In any case, candidates for the hoped for end run around magnetic and ICF keep turning up, all decked out in the appropriate hype.  So far, at least, none of them has ever panned out.  Enter two stage laser fusion, the latest pretender, introduced over at NextBigFuture with the assurance that it can achieve “10x higher fusion output than using the laser directly and thousands of times better output than hitting a solid target with a laser.”  Not only that, but it actually achieved the fusion of boron and normal hydrogen nuclei, which produces only stable helium atoms.  That’s much harder to achieve than the usual deuterium-tritium fusion between two heavy isotopes of hydrogen, one of which, tritium, is radioactive and found only in tiny traces in nature.  That means it wouldn’t be necessary to breed tritium from the fusion reactions just to keep them going, one of the reasons that ITER will never be practical.

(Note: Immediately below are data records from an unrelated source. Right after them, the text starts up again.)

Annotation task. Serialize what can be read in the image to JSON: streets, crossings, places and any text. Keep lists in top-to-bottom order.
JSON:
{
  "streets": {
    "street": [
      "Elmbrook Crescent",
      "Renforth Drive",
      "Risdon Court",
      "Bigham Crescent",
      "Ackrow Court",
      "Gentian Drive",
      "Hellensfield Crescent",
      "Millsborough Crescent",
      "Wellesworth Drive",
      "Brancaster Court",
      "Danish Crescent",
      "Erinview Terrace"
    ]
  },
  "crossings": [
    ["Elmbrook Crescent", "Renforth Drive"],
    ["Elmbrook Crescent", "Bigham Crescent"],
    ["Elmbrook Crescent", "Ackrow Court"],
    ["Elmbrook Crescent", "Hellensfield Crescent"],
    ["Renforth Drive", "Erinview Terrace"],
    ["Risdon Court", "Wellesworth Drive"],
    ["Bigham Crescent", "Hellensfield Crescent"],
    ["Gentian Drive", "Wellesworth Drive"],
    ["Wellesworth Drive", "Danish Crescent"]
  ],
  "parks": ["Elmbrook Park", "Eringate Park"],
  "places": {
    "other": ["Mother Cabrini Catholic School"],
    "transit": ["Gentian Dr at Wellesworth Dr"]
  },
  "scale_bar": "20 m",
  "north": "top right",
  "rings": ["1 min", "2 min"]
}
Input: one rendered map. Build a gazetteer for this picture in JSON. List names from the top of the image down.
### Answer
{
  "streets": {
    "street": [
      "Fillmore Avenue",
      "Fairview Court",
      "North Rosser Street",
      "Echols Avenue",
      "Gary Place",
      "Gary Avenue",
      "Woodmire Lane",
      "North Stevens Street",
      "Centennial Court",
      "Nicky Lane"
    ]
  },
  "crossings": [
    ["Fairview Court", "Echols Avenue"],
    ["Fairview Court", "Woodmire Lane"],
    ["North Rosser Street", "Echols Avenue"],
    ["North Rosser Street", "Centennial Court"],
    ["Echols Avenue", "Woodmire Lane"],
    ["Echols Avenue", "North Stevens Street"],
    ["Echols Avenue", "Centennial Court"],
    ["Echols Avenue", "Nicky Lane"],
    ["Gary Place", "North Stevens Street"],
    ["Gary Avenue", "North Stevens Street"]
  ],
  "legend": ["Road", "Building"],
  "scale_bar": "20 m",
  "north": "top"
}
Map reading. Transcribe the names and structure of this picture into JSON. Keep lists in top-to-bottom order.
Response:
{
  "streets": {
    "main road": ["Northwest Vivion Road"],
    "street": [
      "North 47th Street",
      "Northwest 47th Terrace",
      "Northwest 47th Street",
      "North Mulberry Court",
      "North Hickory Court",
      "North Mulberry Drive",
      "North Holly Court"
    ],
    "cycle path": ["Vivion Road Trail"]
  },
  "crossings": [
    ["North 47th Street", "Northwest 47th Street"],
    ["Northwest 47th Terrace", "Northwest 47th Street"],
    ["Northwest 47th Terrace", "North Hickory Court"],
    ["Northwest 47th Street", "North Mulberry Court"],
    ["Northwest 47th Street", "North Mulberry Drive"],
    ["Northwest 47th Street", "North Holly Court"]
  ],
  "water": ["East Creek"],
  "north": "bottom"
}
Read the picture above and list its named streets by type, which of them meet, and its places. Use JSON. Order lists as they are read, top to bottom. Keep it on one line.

Well, I’d love to believe this is finally the ONE, but I’m not so sure.  The paper describing the results NBF refers to was published by the journal Nature Communications.  Even if you don’t subscribe, you can click on the figures in the abstract and get the gist of what’s going on.  In the first place, one of the lasers has to accelerate protons to high enough energies to overcome the Coulomb repulsion of the stripped (of electrons) boron nuclei produced by the other laser.  Such laser particle accelerators are certainly practical, but they only work at extremely high power levels.  In other words, they require what’s known in the business as petawatt lasers, capable of achieving powers in excess of a quadrillion (10 to the 15th power) watts.  Power comes in units of energy per unit time, and such lasers generally reach the petawatt threshold by producing a lot of energy in a very, very short time.  Often, we’re talking picoseconds (trillionths of a second).

Now, you can do really, really cool things with petawatt lasers, such as pulling electron positron pairs right out of the vacuum.  However, their practicality as drivers for fusion power plants, at least in their current incarnation, is virtually nil.  The few currently available, for example, at the University of Rochester’s Laboratory for Laser Energetics, the University of Texas at Austin, the University of Nevada at Reno, etc., are glass lasers.  There’s no way they could achieve the “rep rates” (shot frequency) necessary for useful energy generation.  Achieving lots of fusions, but only for a few picoseconds, isn’t going to solve the world’s energy problems.

As it happens, conventional accelerators can also be used for fusion.  As a matter of fact, it’s a common way of generating neutrons for such purposes as neutron radiography.  Unfortunately, none of the many fancy accelerator-driven schemes for producing energy that people have come up with over the years has ever worked.  There’s a good physical reason for that.  Instead of using their energy to overcome the Coulomb repulsion of other nuclei (like charges repel, and atomic nuclei are all positively charged), and fuse with them, the accelerated particles prefer to uselessly dump that energy into the electrons surrounding those nuclei.  As a result, it has always taken more energy to drive the accelerators than could be generated in the fusion reactions.  That’s where the “clever” part of this scheme comes in.  In theory, at least, all those pesky electrons are gone, swept away by the second laser.  However, that, too, is an energy drain.  So the question becomes, can both lasers be run efficiently enough and with high enough rep rates and with enough energy output to strip enough boron atoms to get enough of energy out to be worth bothering about, in amounts greater than that needed to drive the lasers?  I don’t think so.  Still, it was a very cool experiment.